▸ Dataset records
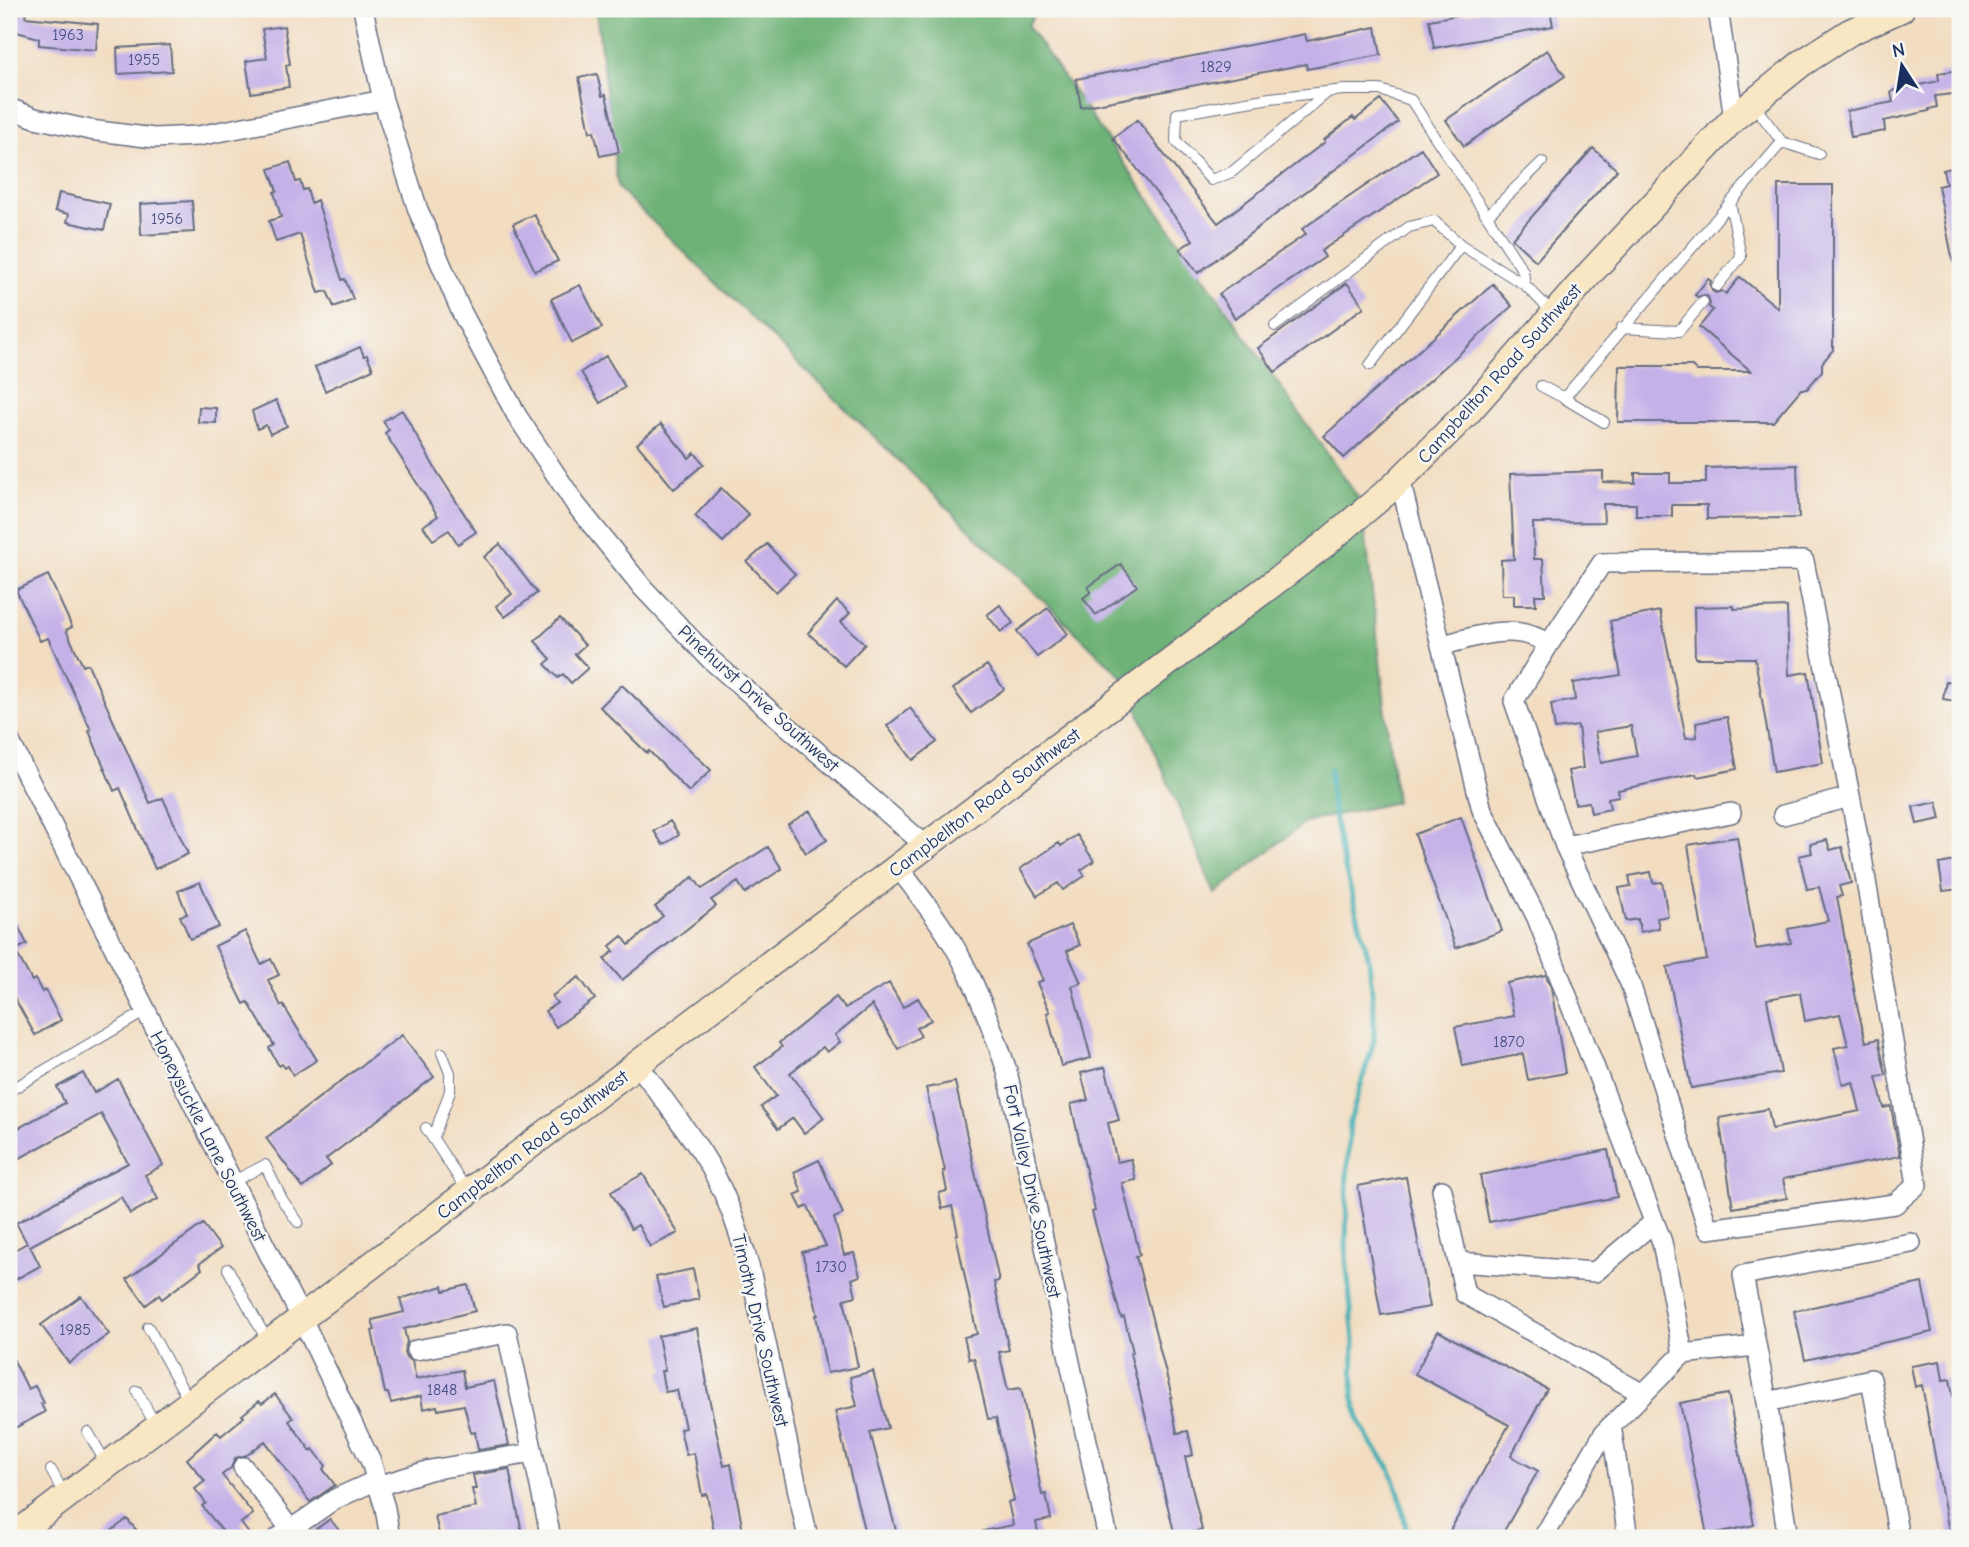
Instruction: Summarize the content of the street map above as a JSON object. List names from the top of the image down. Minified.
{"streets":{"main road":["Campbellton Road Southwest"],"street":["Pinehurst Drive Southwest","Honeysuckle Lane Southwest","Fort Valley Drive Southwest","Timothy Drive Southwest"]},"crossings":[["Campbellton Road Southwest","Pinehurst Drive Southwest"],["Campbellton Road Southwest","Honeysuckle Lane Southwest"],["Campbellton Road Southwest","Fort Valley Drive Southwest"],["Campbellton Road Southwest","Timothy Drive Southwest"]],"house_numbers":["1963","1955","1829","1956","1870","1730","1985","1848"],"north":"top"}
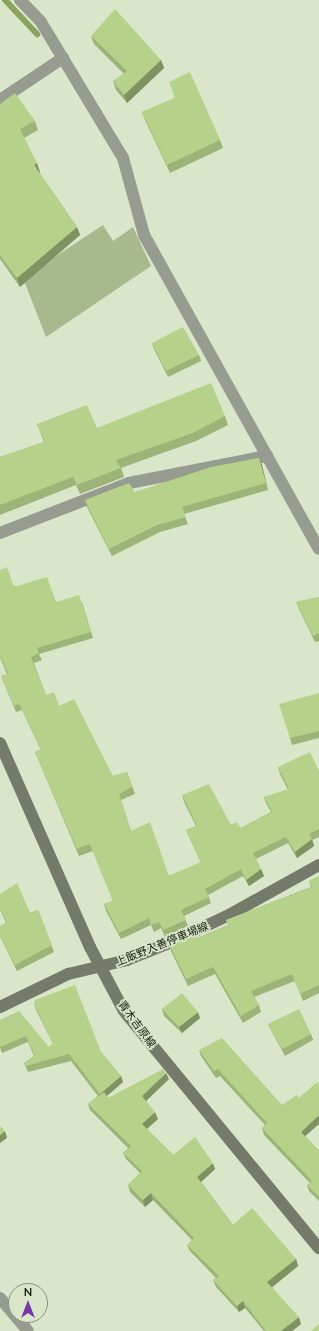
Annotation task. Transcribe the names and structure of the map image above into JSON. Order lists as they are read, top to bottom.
* * *
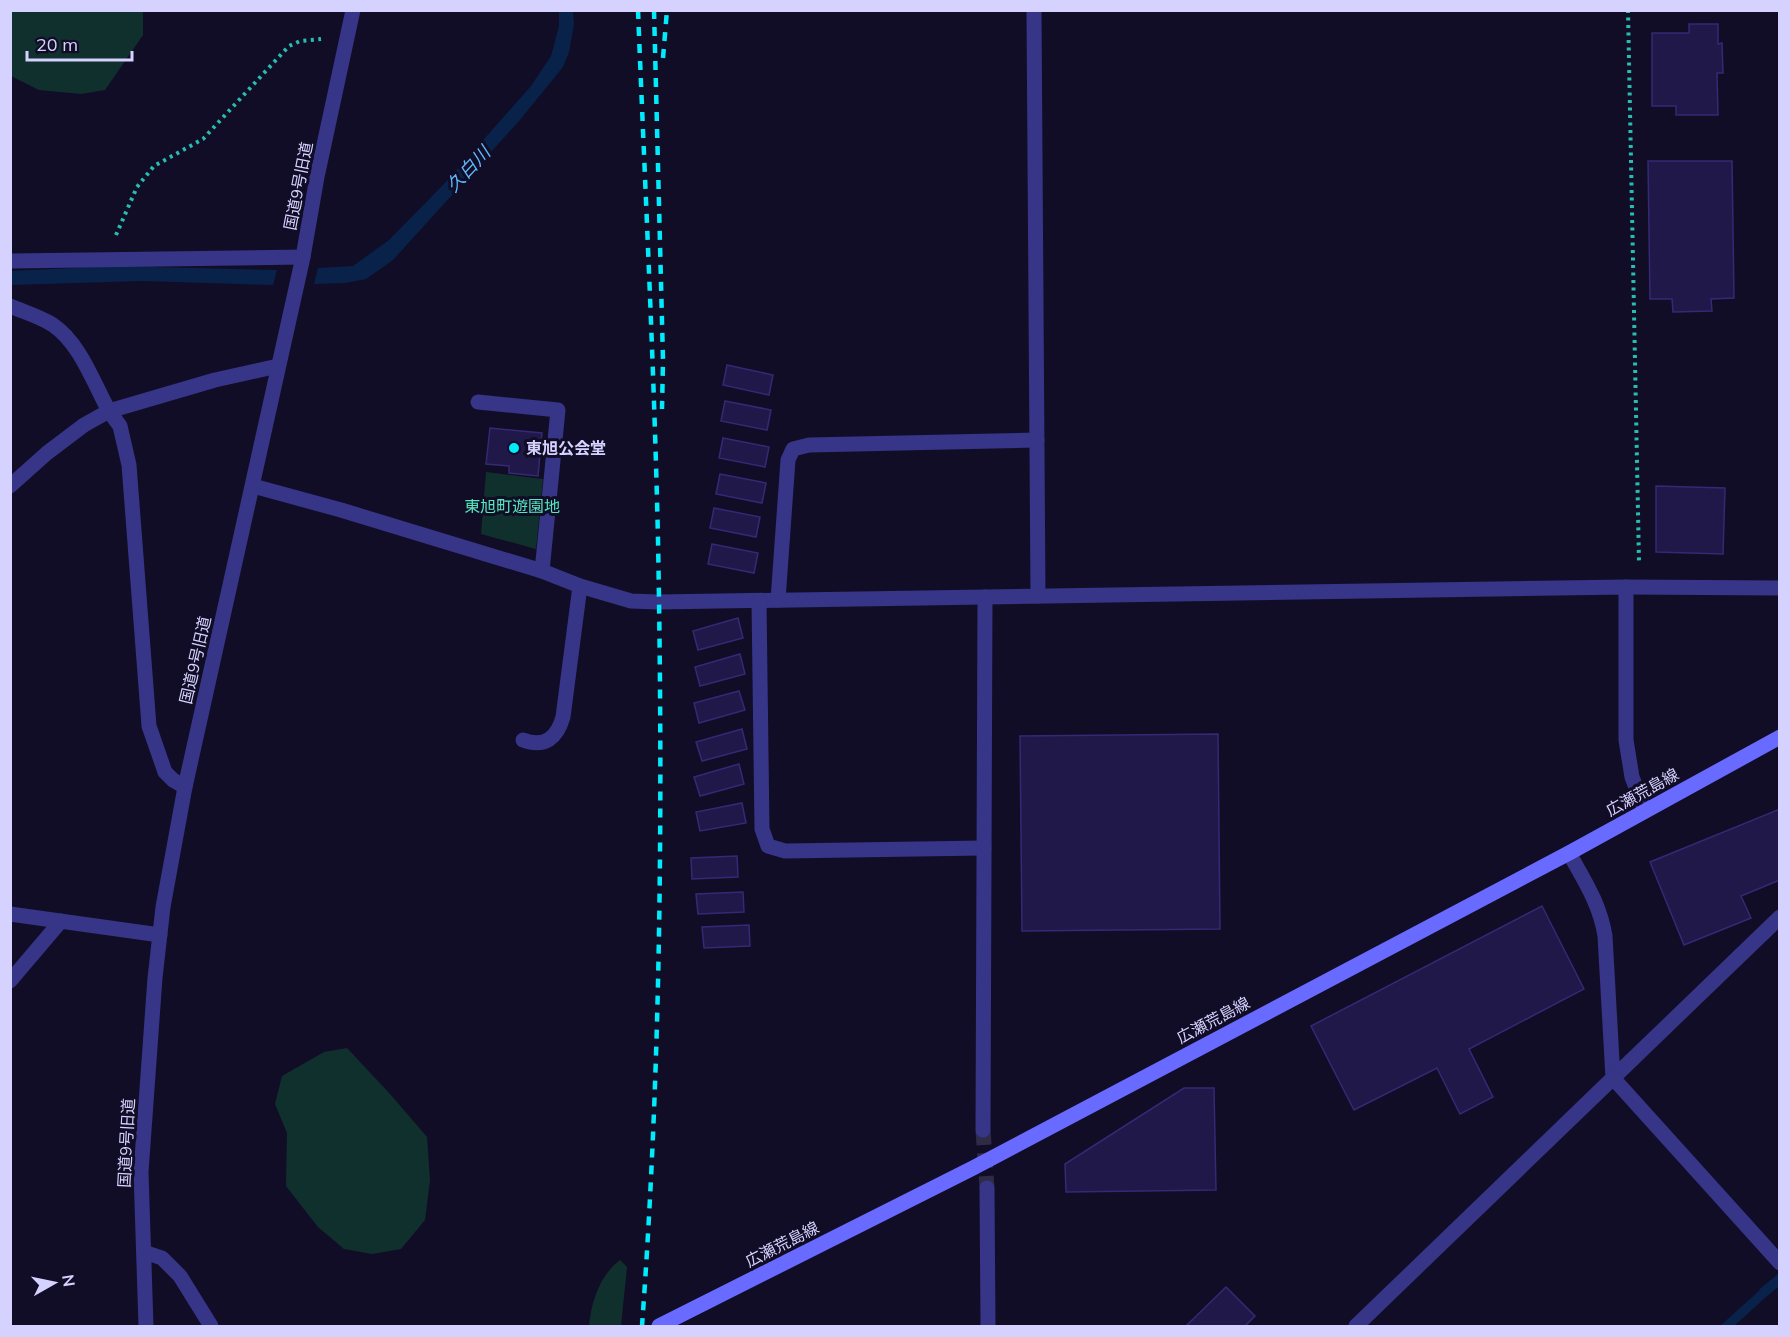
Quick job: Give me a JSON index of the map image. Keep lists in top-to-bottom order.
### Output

▸ Problem statement
If a line in the listing above contains the word "lists", include it in your count, then give only the final number.

▸ Answer box
2